Monday, January 27th
All Alone Word of the Day:
Unlike many kinship terms, orphan has neither the look nor feel of an English native, and that's because it's not: it's a Greek borrowing from the 15th century. The Greek root had the same meaning. In the 20th century orphan picked up some figurative meanings, the most common of which is to designate a printed word or line undesirably separated from the sentence or paragraph it belongs with.
Tuesday, January 28th
Unbelted Word of the Day:
You may have heard your dentist say today's word while her fingers were in your mouth and wondered what belts and teeth have in common. More than you would think! Buccal (relating to or toward the cheek) is a homophone of buckle. The really startling news is that both words are descended from the same root, via divergent paths.
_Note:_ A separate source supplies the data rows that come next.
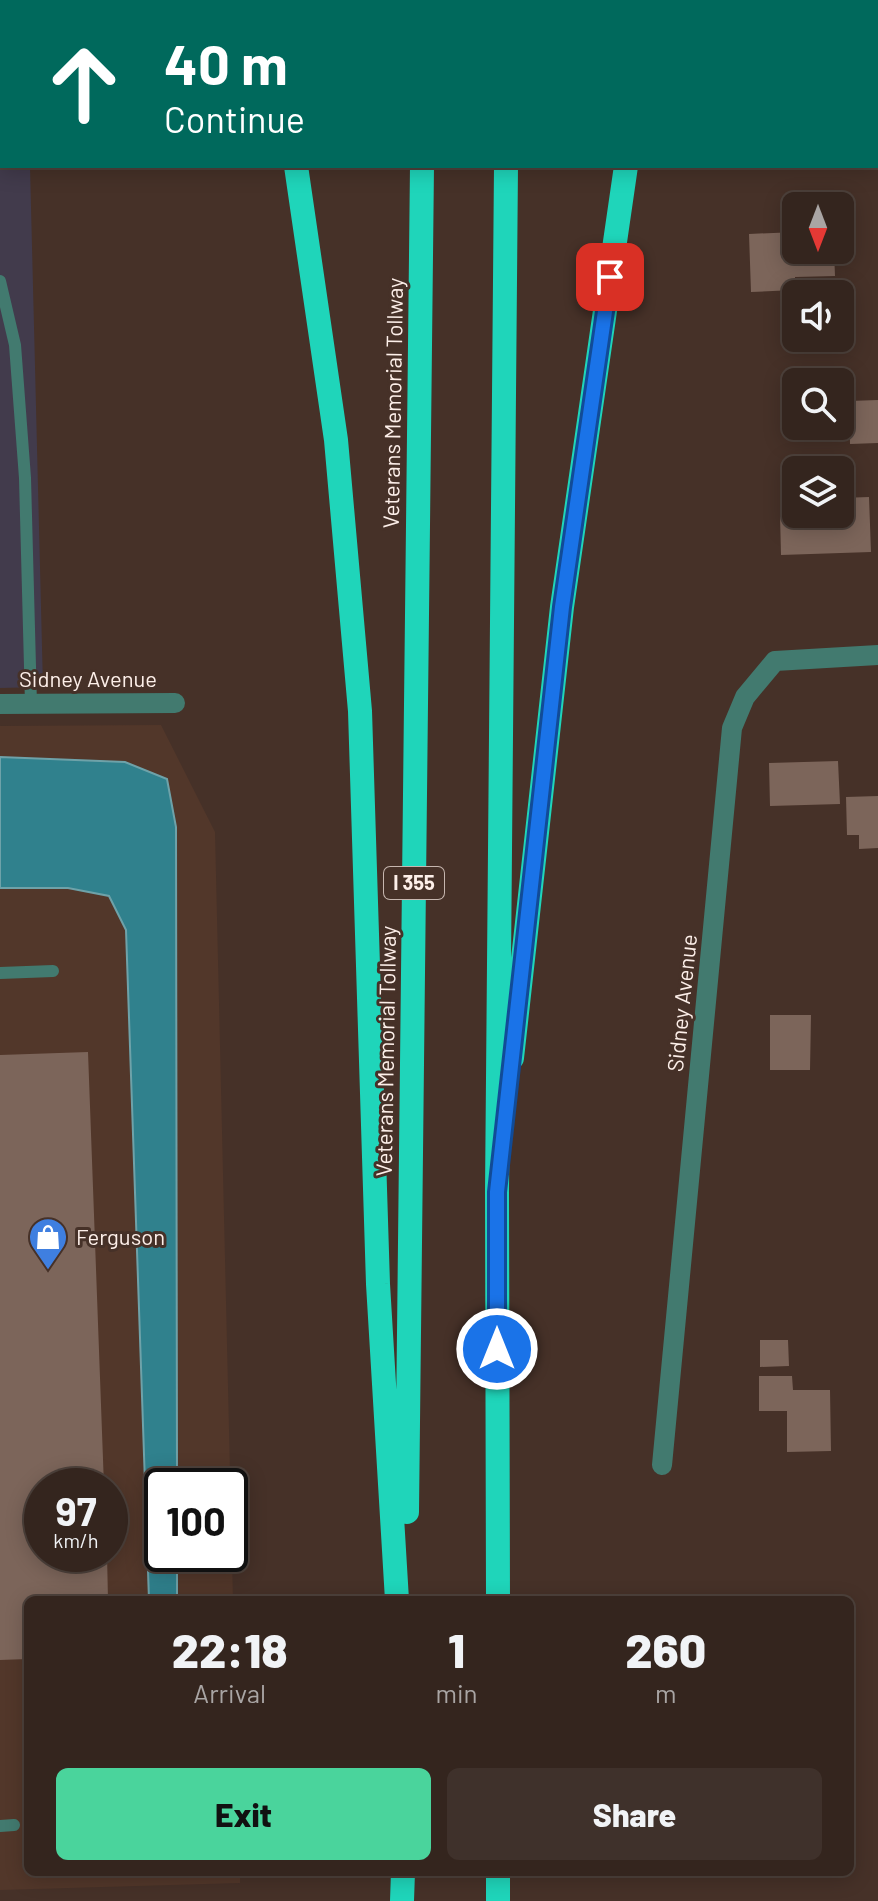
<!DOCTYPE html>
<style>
:root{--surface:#34251e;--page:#3f312b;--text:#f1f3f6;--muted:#a9a5a4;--line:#4e423c;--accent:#4ad49c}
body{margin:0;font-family:Barlow,sans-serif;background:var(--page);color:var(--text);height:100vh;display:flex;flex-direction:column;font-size:30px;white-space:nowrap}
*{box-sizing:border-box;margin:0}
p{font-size:26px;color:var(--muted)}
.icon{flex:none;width:44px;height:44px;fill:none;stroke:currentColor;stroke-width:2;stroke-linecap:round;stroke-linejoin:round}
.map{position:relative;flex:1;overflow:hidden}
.side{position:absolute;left:24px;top:1596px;width:830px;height:280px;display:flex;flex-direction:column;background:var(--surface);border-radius:12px;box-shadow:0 4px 20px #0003,0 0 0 2px var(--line)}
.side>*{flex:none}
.top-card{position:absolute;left:0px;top:0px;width:878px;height:168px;box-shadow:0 4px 20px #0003,0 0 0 2px var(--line);background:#00695c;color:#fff;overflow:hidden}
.needle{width:52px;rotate:180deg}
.fabs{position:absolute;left:782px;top:192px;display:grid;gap:16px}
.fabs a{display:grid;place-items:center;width:72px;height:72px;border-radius:12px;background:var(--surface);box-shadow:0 4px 20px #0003,0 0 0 2px var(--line);font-size:40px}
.speed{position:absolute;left:24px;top:1468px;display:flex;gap:16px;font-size:40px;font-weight:700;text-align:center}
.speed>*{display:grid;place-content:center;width:104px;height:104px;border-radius:50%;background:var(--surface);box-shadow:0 4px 20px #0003,0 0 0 2px var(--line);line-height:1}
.speed small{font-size:20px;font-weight:400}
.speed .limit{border:4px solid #111;border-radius:12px;background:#fff;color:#111}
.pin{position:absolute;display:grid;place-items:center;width:68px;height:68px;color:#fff;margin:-34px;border-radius:16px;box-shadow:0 4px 12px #0006}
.me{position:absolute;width:88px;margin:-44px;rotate:0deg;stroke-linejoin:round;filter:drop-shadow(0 0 6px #0008)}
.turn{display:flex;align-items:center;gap:28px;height:168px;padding:0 32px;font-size:36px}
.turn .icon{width:104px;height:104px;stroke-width:2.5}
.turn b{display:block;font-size:56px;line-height:68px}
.eta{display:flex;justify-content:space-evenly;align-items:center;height:136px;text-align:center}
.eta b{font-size:48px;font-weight:800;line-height:56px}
.cta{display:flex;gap:16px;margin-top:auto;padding:16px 32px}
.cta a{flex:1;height:92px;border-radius:12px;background:var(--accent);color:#111;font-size:32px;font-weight:800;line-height:92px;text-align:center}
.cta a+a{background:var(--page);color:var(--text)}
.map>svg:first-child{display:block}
.commercial{fill:#423b4c}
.built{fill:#52372a;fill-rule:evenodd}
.water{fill:#30818d;stroke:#6ea2a9;stroke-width:2}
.building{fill:#7c655a}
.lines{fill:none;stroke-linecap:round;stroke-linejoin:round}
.service{stroke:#427a6f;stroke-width:12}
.minor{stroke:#427a6f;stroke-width:20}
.motorway{stroke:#1fd5ba;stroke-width:24}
.route-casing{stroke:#114b97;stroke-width:20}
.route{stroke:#1a73e8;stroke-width:14}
.labels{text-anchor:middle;stroke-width:6;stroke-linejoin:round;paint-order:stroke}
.shield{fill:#463128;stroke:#c6b6af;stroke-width:2}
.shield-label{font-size:20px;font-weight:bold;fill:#fdefe9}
.street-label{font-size:22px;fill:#fdefe9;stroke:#463128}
.poi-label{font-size:22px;fill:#fdefe9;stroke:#463128;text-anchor:start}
</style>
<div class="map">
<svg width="878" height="1901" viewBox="0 0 878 1901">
<rect width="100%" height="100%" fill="#463128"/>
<path class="commercial" d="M0,0H26L2,2V166H30L43,687L0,688Z"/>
<path class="built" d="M161,725L215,832L233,1600H28V1872H240V1883L0,1890V726ZM42,1486H110V1554H42ZM162,1486H230V1554H162Z"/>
<path class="water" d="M0,757L125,762L167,779L176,827L177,1486H162V1554H177V1600H149L126,930L109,896L68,888H0Z"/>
<path class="building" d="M796,232V250H834L835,276L795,277V290L751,292L749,234Z
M878,400V443L850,444L849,401Z
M869,497L871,552L781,555L780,515L840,514V498Z
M838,761L840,804L770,806L769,763Z
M878,796V848L859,849V835H847L846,797Z
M770,1015H811L810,1070H770Z
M88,1052L104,1486H42V1554H107L108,1600H28V1659L0,1660V1055Z
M760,1340H788L789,1366L760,1367Z
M759,1376H792L793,1390H830L831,1451L787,1452V1411H759Z
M850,1655H854L856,1698H850Z"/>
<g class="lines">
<path class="service" d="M0,281L15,345L25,478L31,704
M0,973L53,971
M0,1826L14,1825"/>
<path class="minor" d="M0,704L175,703
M662,1465L732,728L745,697L775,661L878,655"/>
<path class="motorway" d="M263,0L264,2
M423,2V0
M508,2V0
M652,2V0
M296,166L336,440L360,711L378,1284L397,1600
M512,1058L562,607L626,166
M407,1512L422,166
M498,1600L497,1192L506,166
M402,1901L403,1872
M498,1901V1872"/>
</g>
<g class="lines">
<defs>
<path id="route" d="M497,1349V1192L562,607L610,277"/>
</defs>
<use href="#route" class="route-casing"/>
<use href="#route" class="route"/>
</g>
<defs>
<symbol id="shop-pin" viewBox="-11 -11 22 30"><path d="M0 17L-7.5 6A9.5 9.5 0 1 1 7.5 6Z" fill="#3f7fe0" stroke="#463128"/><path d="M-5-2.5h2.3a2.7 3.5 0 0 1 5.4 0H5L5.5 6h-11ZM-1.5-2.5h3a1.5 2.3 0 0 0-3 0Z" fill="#fff"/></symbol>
</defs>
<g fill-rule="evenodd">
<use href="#shop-pin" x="26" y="1215" width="44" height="60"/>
</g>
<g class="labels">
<rect class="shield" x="384" y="867" width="60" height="32" rx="6"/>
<g class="shield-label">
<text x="414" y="890">I 355</text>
</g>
<g class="street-label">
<text transform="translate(393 403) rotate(-89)" y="8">Veterans Memorial Tollway</text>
<text x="88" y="687">Sidney Avenue</text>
<text transform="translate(682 1003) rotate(-84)" y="8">Sidney Avenue</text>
<text transform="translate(386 1051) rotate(-89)" y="8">Veterans Memorial Tollway</text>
</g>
<g class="poi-label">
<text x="76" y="1245">Ferguson</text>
</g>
</g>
</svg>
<div class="fabs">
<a><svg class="needle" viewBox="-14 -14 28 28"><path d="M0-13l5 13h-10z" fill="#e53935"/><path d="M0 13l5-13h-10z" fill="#a9a5a4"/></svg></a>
<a><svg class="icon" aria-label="sound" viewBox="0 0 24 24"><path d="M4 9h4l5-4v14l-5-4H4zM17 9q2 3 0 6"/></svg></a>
<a><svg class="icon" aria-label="search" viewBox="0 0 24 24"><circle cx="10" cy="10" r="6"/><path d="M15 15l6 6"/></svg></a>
<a><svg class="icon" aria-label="layers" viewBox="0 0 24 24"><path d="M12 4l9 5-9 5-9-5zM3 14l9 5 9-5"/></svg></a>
</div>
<div class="speed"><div>97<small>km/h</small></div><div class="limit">100</div></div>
<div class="pin" style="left:610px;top:277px;background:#d93025"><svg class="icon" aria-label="arrive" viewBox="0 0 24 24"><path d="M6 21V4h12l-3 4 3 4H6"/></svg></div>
<svg class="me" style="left:497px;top:1349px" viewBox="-20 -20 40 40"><circle r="17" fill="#1a73e8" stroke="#fff" stroke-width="3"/><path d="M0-11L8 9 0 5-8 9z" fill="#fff"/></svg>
<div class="top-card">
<div class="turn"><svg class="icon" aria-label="ahead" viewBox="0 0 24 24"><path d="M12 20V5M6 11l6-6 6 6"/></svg><div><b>40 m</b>Continue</div></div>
</div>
<section class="side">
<div class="eta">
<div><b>22:18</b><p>Arrival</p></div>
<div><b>1</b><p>min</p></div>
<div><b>260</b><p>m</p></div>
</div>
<div class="cta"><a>Exit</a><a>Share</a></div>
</section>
</div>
The noble ancestor is Latin bucca, "cheek."
Wednesday, January 29th
Power Failure Word of the Day:
It's a mystery why English chose to borrow today's word from French when it has quite serviceable synonyms like impotence and powerlessness, but borrow it did, in the distant mists of the 15th century, and so poets and literati alike have an additional metrical choice when searching for a noun to express the idea of having no power. The underlying root is Old French pussant, "able."
Thursday, January 30th
Scary Word of the Day:
The ghastliness of ghosts is no coincidence because ghastly and ghost are distantly related via a common Germanic root. A closer relative of ghastly is aghast, which you might think of as the way you feel when you see something ghastly. Like some other adjectives in English (such as horrible and gruesome), ghastly can characterize things that are disgusting as well as frightening.
Friday, January 31st
Feel the Buzz Word of the Day:
It's not rocket science to perceive rhapsody and rhapsodic lurking in today's word, and having done that you can probably sort out the predictable meaning of this verb from a Greek root with a Greek suffix tacked onto it. One who rhapsodizes speaks or writes rhapsodies, or more commonly, talks with great enthusiasm about a subject.